■ BRIEF ■
Look through the data below for the line with "c.lineCap = dash ? 'butt' : 'round';", and transcribe it exactly together with each line after it up to and including the line with "c.rotate((+turn || 0) * Math.PI / 180);". Give nothing else.

■ DATA FOR THIS EXERCISE ■
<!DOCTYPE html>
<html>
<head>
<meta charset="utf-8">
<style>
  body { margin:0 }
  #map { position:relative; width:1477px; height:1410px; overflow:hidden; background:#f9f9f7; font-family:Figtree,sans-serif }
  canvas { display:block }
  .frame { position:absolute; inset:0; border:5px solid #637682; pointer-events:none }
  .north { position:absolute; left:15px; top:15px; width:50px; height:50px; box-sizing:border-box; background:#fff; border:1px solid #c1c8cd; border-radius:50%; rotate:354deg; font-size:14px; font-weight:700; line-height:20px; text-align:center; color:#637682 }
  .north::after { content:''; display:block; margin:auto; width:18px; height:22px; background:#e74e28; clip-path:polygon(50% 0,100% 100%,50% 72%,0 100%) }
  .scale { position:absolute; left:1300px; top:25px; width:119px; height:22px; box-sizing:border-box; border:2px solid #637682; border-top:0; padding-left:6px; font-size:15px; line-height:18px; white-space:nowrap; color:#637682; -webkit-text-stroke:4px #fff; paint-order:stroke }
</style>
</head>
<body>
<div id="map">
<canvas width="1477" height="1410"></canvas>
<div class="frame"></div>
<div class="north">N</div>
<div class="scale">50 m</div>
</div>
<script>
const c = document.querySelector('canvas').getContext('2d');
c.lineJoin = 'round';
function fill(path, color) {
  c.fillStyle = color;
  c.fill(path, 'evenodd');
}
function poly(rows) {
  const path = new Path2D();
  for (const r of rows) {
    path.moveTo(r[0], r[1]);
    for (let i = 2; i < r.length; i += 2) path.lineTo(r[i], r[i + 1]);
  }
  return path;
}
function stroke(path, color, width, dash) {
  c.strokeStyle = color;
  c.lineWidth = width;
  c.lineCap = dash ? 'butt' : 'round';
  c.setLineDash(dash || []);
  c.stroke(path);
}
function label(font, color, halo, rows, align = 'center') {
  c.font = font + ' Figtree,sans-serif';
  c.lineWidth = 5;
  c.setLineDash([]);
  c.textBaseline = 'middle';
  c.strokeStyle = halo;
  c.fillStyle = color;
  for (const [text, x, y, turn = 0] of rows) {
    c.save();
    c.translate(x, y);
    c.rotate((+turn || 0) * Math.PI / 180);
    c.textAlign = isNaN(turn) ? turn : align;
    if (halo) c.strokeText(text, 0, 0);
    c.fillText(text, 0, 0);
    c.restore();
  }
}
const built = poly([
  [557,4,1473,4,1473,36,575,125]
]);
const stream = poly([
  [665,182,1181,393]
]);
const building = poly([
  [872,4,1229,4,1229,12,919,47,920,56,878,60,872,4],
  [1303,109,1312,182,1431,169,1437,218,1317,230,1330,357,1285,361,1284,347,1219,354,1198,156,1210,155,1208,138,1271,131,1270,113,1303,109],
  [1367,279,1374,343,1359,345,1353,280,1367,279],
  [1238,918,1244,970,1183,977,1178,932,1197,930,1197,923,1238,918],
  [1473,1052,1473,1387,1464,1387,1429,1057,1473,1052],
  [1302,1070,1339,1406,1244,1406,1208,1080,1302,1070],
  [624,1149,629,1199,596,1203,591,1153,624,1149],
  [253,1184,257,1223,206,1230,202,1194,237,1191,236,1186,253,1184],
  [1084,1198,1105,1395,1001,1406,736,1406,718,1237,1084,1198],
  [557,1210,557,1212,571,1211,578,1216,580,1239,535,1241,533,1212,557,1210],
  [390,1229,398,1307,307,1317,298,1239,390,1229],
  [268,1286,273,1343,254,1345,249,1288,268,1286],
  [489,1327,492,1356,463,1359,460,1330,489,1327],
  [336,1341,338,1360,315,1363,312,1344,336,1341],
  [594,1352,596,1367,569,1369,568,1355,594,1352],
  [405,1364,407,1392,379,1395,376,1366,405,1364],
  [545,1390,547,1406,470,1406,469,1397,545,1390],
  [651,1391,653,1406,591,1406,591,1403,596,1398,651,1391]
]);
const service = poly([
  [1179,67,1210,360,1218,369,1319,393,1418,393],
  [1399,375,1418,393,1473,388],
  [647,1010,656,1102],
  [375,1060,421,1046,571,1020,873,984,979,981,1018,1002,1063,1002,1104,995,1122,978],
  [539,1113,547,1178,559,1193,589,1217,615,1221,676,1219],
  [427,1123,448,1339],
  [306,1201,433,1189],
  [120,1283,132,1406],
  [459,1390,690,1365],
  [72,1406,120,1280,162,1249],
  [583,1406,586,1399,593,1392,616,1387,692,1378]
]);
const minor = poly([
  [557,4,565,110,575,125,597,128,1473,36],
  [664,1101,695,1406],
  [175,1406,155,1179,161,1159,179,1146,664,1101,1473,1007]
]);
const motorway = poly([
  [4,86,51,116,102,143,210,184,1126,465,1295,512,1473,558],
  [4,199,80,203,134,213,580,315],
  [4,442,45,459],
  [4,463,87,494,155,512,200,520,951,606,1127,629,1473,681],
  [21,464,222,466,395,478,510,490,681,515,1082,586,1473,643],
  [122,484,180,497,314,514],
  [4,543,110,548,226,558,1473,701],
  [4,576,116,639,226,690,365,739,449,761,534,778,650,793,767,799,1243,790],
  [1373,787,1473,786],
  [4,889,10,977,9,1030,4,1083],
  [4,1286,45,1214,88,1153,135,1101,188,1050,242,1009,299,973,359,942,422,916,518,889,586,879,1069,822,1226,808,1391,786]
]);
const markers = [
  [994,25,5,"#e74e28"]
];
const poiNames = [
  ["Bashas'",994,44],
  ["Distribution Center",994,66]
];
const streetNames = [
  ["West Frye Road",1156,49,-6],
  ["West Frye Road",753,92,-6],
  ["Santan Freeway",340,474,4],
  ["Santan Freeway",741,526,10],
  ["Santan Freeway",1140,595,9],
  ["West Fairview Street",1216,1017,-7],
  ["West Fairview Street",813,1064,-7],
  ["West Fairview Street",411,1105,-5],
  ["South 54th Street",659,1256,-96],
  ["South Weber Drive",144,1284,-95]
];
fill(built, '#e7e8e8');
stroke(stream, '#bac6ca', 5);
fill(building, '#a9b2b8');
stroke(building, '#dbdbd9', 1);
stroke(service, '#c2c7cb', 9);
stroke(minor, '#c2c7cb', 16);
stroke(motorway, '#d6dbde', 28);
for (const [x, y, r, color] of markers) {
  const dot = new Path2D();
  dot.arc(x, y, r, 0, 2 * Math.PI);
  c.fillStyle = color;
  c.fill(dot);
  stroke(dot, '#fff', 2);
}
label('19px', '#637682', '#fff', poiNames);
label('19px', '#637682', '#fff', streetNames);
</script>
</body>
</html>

■ FINISHED EXERCISE ■
  c.lineCap = dash ? 'butt' : 'round';
  c.setLineDash(dash || []);
  c.stroke(path);
}
function label(font, color, halo, rows, align = 'center') {
  c.font = font + ' Figtree,sans-serif';
  c.lineWidth = 5;
  c.setLineDash([]);
  c.textBaseline = 'middle';
  c.strokeStyle = halo;
  c.fillStyle = color;
  for (const [text, x, y, turn = 0] of rows) {
    c.save();
    c.translate(x, y);
    c.rotate((+turn || 0) * Math.PI / 180);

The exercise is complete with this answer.